Marun relatará CPMI da JBS; escolha gera desistência de membros

Fiel escudeiro de Michel Temer, o deputado Carlos Marun (PMDB-MS) foi o escolhido para relatar a Comissão Parlamentar Mista de Inquérito (CPMI) que investiga possíveis irregularidades nas operações entre o grupo J&F, controlador da JBS, e o Banco Nacional de Desenvolvimento Econômico e Social (BNDES). Após decisão, os senadores Otto Alencar (PSD-BA) e Ricardo Ferraço (PSDB-ES) decidiram deixar o colegiado.

Marun - Billy Boss/Agência Câmara

“Dentro desta CPMI chapa-branca, estou pedindo a retirada do meu nome para não participar dessa farsa”, afirmou Alencar. O parlamentar disse ainda que o encontro de Ataídes Oliveira (PSDB-TO), presidente do colegiado, com o presidente da República, Michel Temer, no sábado (9), enfraquecia a condução dos trabalhos da CPMI.
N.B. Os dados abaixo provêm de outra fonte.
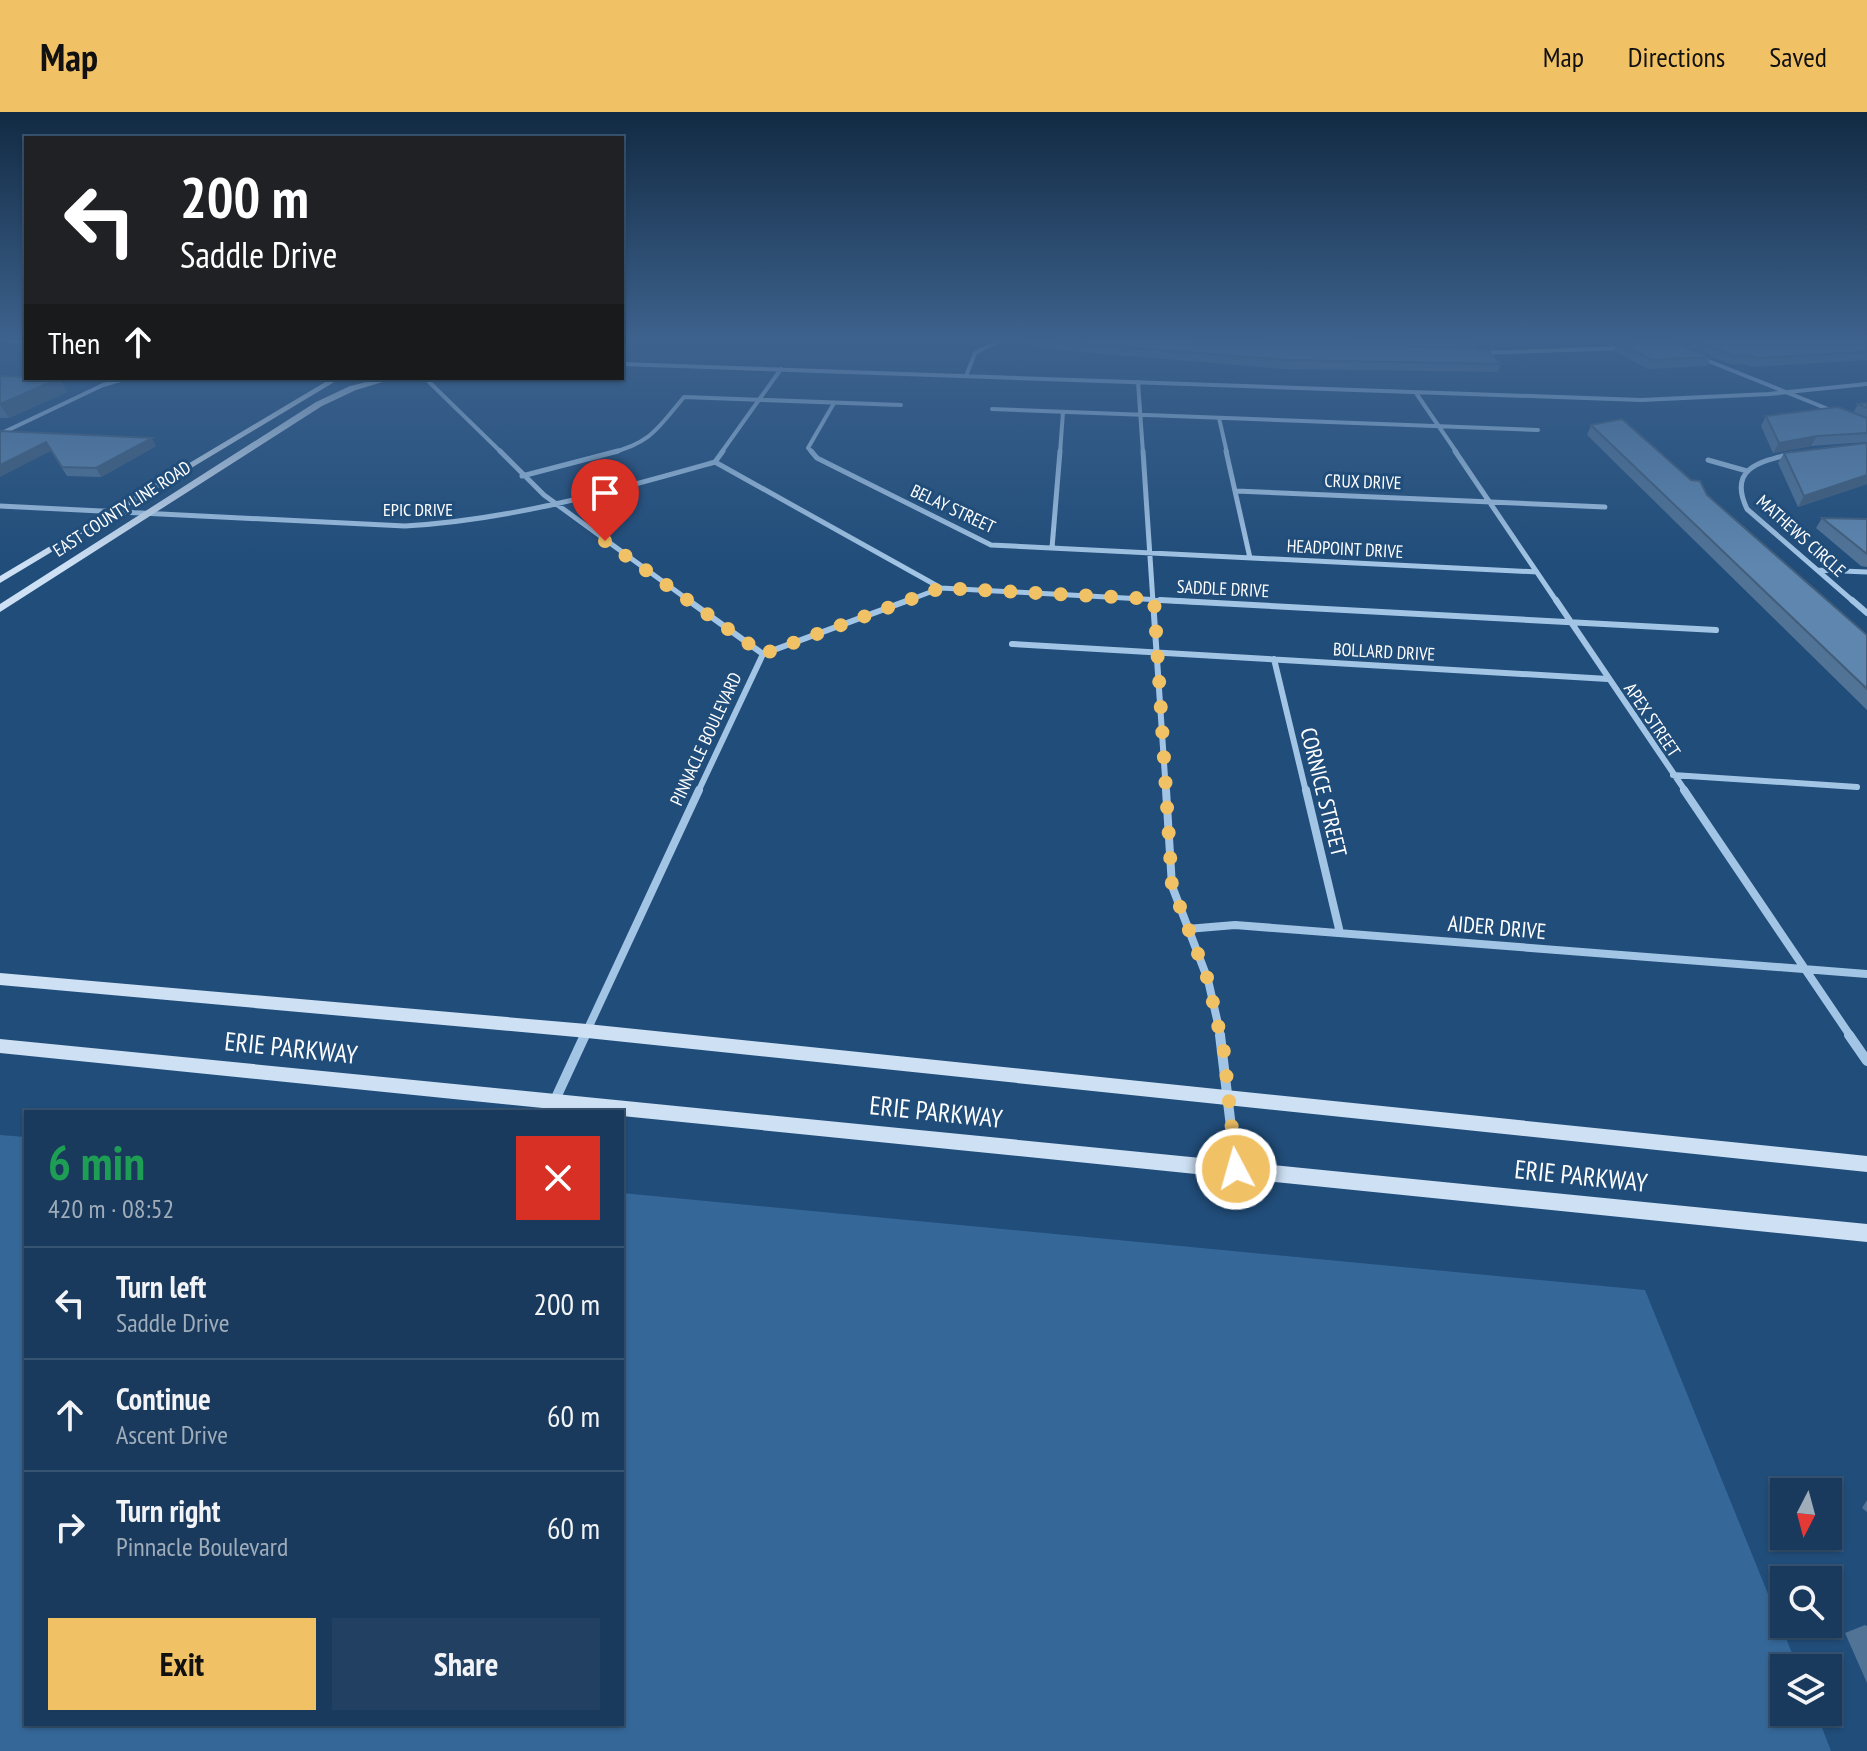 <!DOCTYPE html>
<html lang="en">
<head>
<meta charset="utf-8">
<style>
	body { margin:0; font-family:"PT Sans Narrow",sans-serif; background:#224162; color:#f1f3f6; height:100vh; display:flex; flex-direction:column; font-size:30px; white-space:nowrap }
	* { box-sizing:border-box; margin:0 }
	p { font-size:26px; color:#9fadbb }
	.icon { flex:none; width:44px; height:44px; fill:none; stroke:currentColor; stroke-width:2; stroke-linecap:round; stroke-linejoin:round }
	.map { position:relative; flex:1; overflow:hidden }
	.details { position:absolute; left:24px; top:998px; width:600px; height:616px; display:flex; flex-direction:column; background:#193a5c; border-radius:0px; box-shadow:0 2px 6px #0004,0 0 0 2px #375472 }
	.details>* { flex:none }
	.hud { position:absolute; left:24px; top:24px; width:600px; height:244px; border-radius:0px; box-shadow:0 2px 6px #0004,0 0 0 2px #375472; background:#202124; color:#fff; overflow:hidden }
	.needle { width:52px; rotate:186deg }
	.controls { position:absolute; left:1770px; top:1366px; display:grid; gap:16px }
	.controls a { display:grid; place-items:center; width:72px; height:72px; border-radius:0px; background:#193a5c; box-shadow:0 2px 6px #0004,0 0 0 2px #375472; font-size:40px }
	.pin { position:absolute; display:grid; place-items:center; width:68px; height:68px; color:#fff; margin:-82px -34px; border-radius:50% 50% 50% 0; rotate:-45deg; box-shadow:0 0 8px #0007 }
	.pin .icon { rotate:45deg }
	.me { position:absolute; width:88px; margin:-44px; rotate:354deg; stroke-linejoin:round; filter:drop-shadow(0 0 6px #0008) }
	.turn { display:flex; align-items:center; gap:28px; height:168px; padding:0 24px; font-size:36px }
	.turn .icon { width:104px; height:104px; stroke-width:2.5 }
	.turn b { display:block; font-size:56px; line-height:68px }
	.then { display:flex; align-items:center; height:76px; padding:0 24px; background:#0003; gap:16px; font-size:30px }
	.round { display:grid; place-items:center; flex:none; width:84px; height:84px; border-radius:0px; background:#224162 }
	.head { display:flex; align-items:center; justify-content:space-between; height:136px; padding:0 24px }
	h1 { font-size:48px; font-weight:600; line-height:60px; color:#1e9e55 }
	.primary-button { display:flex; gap:16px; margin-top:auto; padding:16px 24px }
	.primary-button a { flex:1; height:92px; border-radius:0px; background:#f1c165; color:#111; font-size:32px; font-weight:600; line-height:92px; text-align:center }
	.primary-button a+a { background:#224162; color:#f1f3f6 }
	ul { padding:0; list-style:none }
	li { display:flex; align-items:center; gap:24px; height:112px; padding:0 24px; border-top:2px solid #375472 }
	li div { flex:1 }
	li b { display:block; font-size:30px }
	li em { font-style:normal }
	header { display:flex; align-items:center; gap:48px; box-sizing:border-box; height:112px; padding:0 40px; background:#f1c165; color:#111 }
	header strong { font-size:38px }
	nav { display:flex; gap:44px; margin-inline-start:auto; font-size:28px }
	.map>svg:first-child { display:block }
</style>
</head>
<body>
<header>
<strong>Map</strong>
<nav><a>Map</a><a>Directions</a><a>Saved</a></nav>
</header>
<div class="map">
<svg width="1867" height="1639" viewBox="0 0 1867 1639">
	<rect width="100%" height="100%" fill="#214d7a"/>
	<path fill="#356798" d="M 0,1023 L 26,1025 L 26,1612 L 622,1612 L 622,1081 L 1645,1178 L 1798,1556 L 1784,1556 L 1784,1600 L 1816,1600 L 1831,1639 L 0,1639 Z"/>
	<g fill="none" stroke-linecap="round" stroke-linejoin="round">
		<path stroke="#a3c5e5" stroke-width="4" d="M 1649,225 L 1666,232
			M 0,228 L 26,229
			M 1479,241 L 1625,236
			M 1701,246 L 1833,299
			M 622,252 L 1641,288 L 1769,282 L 1867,272
			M 966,264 L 975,241 L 1006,225
			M 425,266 L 502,341
			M 1138,270 L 1143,341
			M 1416,281 L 1457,341
			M 992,297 L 1538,318
			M 1219,306 L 1227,341
			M 0,322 L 103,273 L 127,266
			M 610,341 C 651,331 658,316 684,285 L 901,293
			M 721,341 L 781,257
			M 813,341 L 808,336 L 834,291
			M 1060,341 L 1063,300"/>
		<path stroke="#a3c5e5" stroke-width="5" d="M 500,339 L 544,383 L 691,490
			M 811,339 L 817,346 L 991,433 L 1537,460
			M 1143,339 L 1153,490
			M 1226,339 L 1250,446
			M 1455,339 L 1557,490
			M 1791,342 C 1758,350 1728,357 1747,397 L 1854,490
			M 1708,348 L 1747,359
			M 715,350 L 941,476 L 1197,490
			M 715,350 L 723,339
			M 522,364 L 618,339
			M 1236,379 L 1605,395
			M 0,394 L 405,414 C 512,408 612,379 715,350
			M 1052,436 L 1060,339
			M 1818,458 L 1867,460
			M 904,490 L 941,476"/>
		<path stroke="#a3c5e5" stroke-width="6" d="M 688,488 L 763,542 L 698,680
			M 1153,488 L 1166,680
			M 1160,488 L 1716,518
			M 1556,488 L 1686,680
			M 1852,488 L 1867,501
			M 1012,532 L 1608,567
			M 763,542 L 909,488
			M 1274,547 L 1306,680
			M 1673,663 L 1857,675"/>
		<path stroke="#a3c5e5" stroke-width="8" d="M 1166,678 L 1172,774 L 1208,868 L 1221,925
			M 1306,678 L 1340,821
			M 1684,678 L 1851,925
			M 1187,817 L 1235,813 L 1867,862
			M 584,925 L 699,678"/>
		<path stroke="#a3c5e5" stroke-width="10" d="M 1220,923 L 1236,1057
			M 1849,923 L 1867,949
			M 554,990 L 585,923"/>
		<path fill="#cde0f4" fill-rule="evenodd" d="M 332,266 L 341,266 L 0,471 L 0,464 Z
			M 383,266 L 396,266 L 356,278 L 322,294 L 0,500 L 0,492 L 316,290 L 350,274 Z
			M 0,861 L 587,912 L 1867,1044 L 1867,1060 L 587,926 L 0,873 Z
			M 0,927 L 1867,1112 L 1867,1130 L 622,1004 L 622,1000 L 582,1000 L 0,941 Z"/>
	</g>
	<path fill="#517396" d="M 1009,225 L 1155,225 L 1501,252 L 1498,260 L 1283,257 L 1058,238 L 1010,228 Z
		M 1171,225 L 1474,225 L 1477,227 L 1474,236 L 1196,227 Z
		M 1583,225 L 1646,225 L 1645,228 L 1595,230 Z
		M 1661,225 L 1709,225 L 1666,227 Z
		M 1692,227 L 1867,227 L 1867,248 L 1752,255 L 1743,252 L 1730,252 L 1688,236 Z
		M 1617,231 L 1711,245 L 1707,254 L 1648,257 L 1614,239 Z
		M 0,264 L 67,280 L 9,306 L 0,306 Z
		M 1867,291 L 1867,330 L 1811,334 L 1773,341 L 1761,314 L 1766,304 L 1853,301 L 1858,292 Z
		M 1591,313 L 1707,383 L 1867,523 L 1867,598 L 1587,323 Z
		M 0,319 L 156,334 L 101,365 L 67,364 L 51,339 Z
		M 1867,331 L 1867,372 L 1798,395 L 1778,351 L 1784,341 Z
		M 1822,406 L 1867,407 L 1867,455 L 1861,454 L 1816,416 Z
		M 1867,1388 L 1867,1400 L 1862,1396 Z
		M 1865,1513 L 1867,1514 L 1867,1571 L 1845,1521 Z"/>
	<path fill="#425e7a" d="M 60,266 L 67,280 L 9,306 L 0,292 Z
		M 1817,324 L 1811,334 L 1773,341 L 1779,331 Z
		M 152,326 L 156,334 L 101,365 L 96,356 Z
		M 46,330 L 51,339 L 0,365 L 0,353 Z
		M 1867,363 L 1867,372 L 1798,395 L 1804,384 Z"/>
	<path fill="#5e86ae" stroke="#425e7a" stroke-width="2" d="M 1035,225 L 1155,225 L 1197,228 L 1486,237 L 1501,252 L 1285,248 L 1059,230 Z
		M 1388,225 L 1474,225 L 1477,227 Z
		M 1744,225 L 1860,225 L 1867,227 L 1867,240 L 1756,246 L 1748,243 L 1734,244 L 1692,227 Z
		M 1668,228 L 1711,245 L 1652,248 L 1617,231 Z
		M 0,264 L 26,265 L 26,266 L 60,266 L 0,292 Z
		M 1867,291 L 1867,296 L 1858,292 Z
		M 1838,295 L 1867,306 L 1867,321 L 1817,324 L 1779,331 L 1766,304 Z
		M 1622,307 L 1691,368 L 1700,369 L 1707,383 L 1867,523 L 1867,577 L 1591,313 Z
		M 0,319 L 152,326 L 96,356 L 62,355 L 46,330 L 0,353 Z
		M 1867,331 L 1867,363 L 1804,384 L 1784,341 Z
		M 1822,406 L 1867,407 L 1867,442 Z"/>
	<linearGradient id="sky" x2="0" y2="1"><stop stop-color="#122a43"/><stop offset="0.5" stop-color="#3d628d"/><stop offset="1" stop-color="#3d628d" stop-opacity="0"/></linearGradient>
	<rect width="1867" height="454" fill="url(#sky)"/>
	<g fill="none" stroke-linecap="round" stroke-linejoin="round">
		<path stroke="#f1c165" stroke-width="14" stroke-dasharray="0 25.2" d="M 605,429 L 763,542 L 941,476 L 1154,487 L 1172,774 L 1208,868 L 1224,940 L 1236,1057"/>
	</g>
	<g text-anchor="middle" stroke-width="6" stroke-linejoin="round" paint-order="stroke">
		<g font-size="18" fill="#fff" stroke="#214d7a">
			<text transform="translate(1363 370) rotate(2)" y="6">CRUX DRIVE</text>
			<text transform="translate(122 397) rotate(-33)" y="6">EAST COUNTY LINE ROAD</text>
			<text transform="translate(953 397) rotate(25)" y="6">BELAY STREET</text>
			<text x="418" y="404">EPIC DRIVE</text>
			<text transform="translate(1801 424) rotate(42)" y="6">MATHEWS CIRCLE</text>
			<text transform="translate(1345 437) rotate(3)" y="6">HEADPOINT DRIVE</text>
			<text transform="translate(1223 477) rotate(3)" y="6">SADDLE DRIVE</text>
			<text transform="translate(1384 540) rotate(3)" y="6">BOLLARD DRIVE</text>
			<text transform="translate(1652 608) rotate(56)" y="6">APEX STREET</text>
			<text transform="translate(706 627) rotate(-65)" y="6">PINNACLE BOULEVARD</text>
		</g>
		<g font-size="22" fill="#fff" stroke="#214d7a">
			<text transform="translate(1324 680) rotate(76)" y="8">CORNICE STREET</text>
			<text transform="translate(1497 815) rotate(5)" y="8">AIDER DRIVE</text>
		</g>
		<g font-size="26" fill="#fff" stroke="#214d7a">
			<text transform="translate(291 936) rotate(6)" y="9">ERIE PARKWAY</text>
			<text transform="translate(936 1000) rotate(6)" y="9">ERIE PARKWAY</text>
			<text transform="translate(1581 1064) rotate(6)" y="9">ERIE PARKWAY</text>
		</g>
	</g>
</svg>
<div class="controls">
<a><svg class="needle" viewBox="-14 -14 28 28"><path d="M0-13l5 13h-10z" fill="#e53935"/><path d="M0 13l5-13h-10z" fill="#9fadbb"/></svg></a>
<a><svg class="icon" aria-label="search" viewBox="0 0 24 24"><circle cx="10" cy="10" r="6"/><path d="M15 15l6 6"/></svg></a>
<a><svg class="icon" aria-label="layers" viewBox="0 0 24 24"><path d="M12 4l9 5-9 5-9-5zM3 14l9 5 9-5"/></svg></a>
</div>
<div class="pin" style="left:605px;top:429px;background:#d93025"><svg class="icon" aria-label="arrive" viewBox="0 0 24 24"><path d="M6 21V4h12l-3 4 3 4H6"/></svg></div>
<svg class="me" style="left:1236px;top:1057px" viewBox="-20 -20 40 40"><circle r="17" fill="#f1c165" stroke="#fff" stroke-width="3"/><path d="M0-11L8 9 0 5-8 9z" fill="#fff"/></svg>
<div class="hud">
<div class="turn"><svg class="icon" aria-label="left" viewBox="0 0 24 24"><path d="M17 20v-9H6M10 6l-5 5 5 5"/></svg><div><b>200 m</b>Saddle Drive</div></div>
<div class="then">Then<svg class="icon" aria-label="ahead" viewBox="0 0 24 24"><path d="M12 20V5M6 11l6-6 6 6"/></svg></div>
</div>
<section class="details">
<div class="head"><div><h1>6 min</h1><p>420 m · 08:52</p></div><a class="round" style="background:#d93025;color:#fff"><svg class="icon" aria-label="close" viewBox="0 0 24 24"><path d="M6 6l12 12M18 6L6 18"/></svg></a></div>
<ul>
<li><svg class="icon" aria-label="left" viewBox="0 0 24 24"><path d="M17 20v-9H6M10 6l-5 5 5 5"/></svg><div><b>Turn left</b><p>Saddle Drive</p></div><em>200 m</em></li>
<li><svg class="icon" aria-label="ahead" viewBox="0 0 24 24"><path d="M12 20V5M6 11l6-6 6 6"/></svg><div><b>Continue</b><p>Ascent Drive</p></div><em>60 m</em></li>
<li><svg class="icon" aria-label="right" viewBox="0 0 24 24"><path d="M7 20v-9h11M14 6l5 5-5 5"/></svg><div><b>Turn right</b><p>Pinnacle Boulevard</p></div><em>60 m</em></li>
</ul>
<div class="primary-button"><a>Exit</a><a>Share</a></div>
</section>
</div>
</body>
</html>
Marun, no entanto, afirmou ter independência para o exercício da função. “Sei que a minha indicação desagradou alguns membros da CPMI e do Parlamento. Isso não me causa surpresa. A política tem dois lados e um muro. Sempre fiz questão de ter um lado”, disse ao assumir a relatoria.

O líder do PSol, deputado Glauber Braga (RJ), pediu, em vão, para a escolha de Marun ser reconsiderada. O parlamentar queria evitar que a CPMI fosse “transformada em quartel general de blindagem de Temer”.

Para tentar diminuir a influência do peemedebista na relatoria, Ataídes Oliveira nomeou dois sub-relatores. O deputado delegado Francischini (SD-PR) assumirá a sub-relatoria de contratos da JBS, que também tratará da delação do grupo, e o deputado Hugo Leal (PSB-RJ) ficará com a sub-relatoria de assuntos fiscais, previdenciários e agropecuários.

Criada em maio para investigar as operações da J&F com o BNDES ocorridas entre os anos de 2007 e 2016, a comissão só foi instalada depois que a Procuradoria Geral da República anunciou que revisaria as delações da JBS por suspeita de omissão de informações. Os depoimentos de Joesley Batista, um dos donos do grupo, e de executivos da empresa embasaram a denúncia contra o presidente Temer por corrupção passiva, que foi barrada pela Câmara em agosto.

Novas regras

Nos bastidores, os rumores são de que a CPMI deve se transformar em palco de vingança contra os delatores Joesley Batista e Ricardo Saud, e também contra o ex-procurador Marcelo Miller e o procurador-geral da República, Rodrigo Janot, que denunciou diversos deputados e senadores agora ansiosos para “dar o troco”. Um fato novo dá força a esse discurso: a comissão passou agora a ter poderes além das habituais prerrogativas de quebra de sigilos e convocações.

Os parlamentares também poderão solicitar ao juiz competente medidas cautelares contra pessoas suspeitas, incluindo prisões e apreensões. O trecho foi incluído na lei há apenas nove meses, e foi proposto em 1996 pelo senador mato-grossense Júlio Campos, do antigo PFL, hoje DEM. A tramitação, que levou 20 anos, já teve como relator o ex-deputado Eduardo Cunha (PMDB-RJ), preso em Curitiba, que se manifestou favorável à proposta. A lei vigente até o ano passado sobre CPMIs era de 1952, ainda do governo Getúlio Vargas.

Governistas dizem querer uma ação cautelosa na comissão, mas admitem que ela servirá a seus interesses: tentar fazer com que as investigações da reviravolta no caso JBS sejam efetivas. Temer tem alegado que Janot não tem a independência necessária para tocar investigações no Ministério Público. Nesse cenário, o próprio anúncio de uma provável revisão do acordo com os delatores é visto como um ato preventivo de Janot para que a sucessora, Raquel Dodge, não abra sindicância e faça apurações mais rigorosas que possam complicar o procurador.

Antes mesmo da escolha do relator, a CPMI já havia recebido 100 requerimentos, especialmente de convocação de Joesley e Saud, e de autoridades, como Janot, o ex-procurador Marcello Miller, a ex-presidente Dilma Rousseff, o ex-presidente Luiz Inácio Lula da Silva e os ex-ministros da Fazenda Antônio Palocci e Guido Mantega.

Parlamentares solicitaram ainda convocações para o operador e delator Lúcio Funaro e o ex-deputado Eduardo Cunha. Também estão na lista o presidente do BNDES, Paulo Rabello de Castro, e os antecessores Luciano Coutinho, Maria Silvia Bastos Marques e Demian Focca.